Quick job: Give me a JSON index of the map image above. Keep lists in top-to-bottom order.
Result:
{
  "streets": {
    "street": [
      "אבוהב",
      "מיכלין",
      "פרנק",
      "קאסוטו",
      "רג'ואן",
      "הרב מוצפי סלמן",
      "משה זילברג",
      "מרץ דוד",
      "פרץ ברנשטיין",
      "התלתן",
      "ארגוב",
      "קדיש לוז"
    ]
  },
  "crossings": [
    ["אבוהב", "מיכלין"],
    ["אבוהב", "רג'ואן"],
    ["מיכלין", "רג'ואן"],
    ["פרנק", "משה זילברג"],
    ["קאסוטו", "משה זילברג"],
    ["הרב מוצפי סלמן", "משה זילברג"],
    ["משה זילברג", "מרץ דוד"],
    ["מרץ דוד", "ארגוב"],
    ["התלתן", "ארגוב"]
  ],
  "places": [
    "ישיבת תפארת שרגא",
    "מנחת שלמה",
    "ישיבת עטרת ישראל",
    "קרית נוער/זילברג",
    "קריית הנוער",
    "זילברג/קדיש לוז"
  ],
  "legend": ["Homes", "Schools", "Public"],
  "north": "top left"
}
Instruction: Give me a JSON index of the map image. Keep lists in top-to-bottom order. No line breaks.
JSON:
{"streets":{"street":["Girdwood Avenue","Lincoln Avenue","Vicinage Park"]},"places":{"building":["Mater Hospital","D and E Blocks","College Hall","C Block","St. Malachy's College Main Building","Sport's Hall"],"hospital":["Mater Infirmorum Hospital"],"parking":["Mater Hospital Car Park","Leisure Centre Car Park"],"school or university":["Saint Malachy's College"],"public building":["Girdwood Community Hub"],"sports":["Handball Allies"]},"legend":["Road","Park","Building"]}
════════════════
** TASK DIRECTIONS **
Recopy all the entries faithfully, leaving none out.

** RESPONSE FOR THIS EXERCISE **
Quick job: Give me a JSON index of the map image above. Keep lists in top-to-bottom order.
Result:
{
  "streets": {
    "street": [
      "אבוהב",
      "מיכלין",
      "פרנק",
      "קאסוטו",
      "רג'ואן",
      "הרב מוצפי סלמן",
      "משה זילברג",
      "מרץ דוד",
      "פרץ ברנשטיין",
      "התלתן",
      "ארגוב",
      "קדיש לוז"
    ]
  },
  "crossings": [
    ["אבוהב", "מיכלין"],
    ["אבוהב", "רג'ואן"],
    ["מיכלין", "רג'ואן"],
    ["פרנק", "משה זילברג"],
    ["קאסוטו", "משה זילברג"],
    ["הרב מוצפי סלמן", "משה זילברג"],
    ["משה זילברג", "מרץ דוד"],
    ["מרץ דוד", "ארגוב"],
    ["התלתן", "ארגוב"]
  ],
  "places": [
    "ישיבת תפארת שרגא",
    "מנחת שלמה",
    "ישיבת עטרת ישראל",
    "קרית נוער/זילברג",
    "קריית הנוער",
    "זילברג/קדיש לוז"
  ],
  "legend": ["Homes", "Schools", "Public"],
  "north": "top left"
}
Instruction: Give me a JSON index of the map image. Keep lists in top-to-bottom order. No line breaks.
JSON:
{"streets":{"street":["Girdwood Avenue","Lincoln Avenue","Vicinage Park"]},"places":{"building":["Mater Hospital","D and E Blocks","College Hall","C Block","St. Malachy's College Main Building","Sport's Hall"],"hospital":["Mater Infirmorum Hospital"],"parking":["Mater Hospital Car Park","Leisure Centre Car Park"],"school or university":["Saint Malachy's College"],"public building":["Girdwood Community Hub"],"sports":["Handball Allies"]},"legend":["Road","Park","Building"]}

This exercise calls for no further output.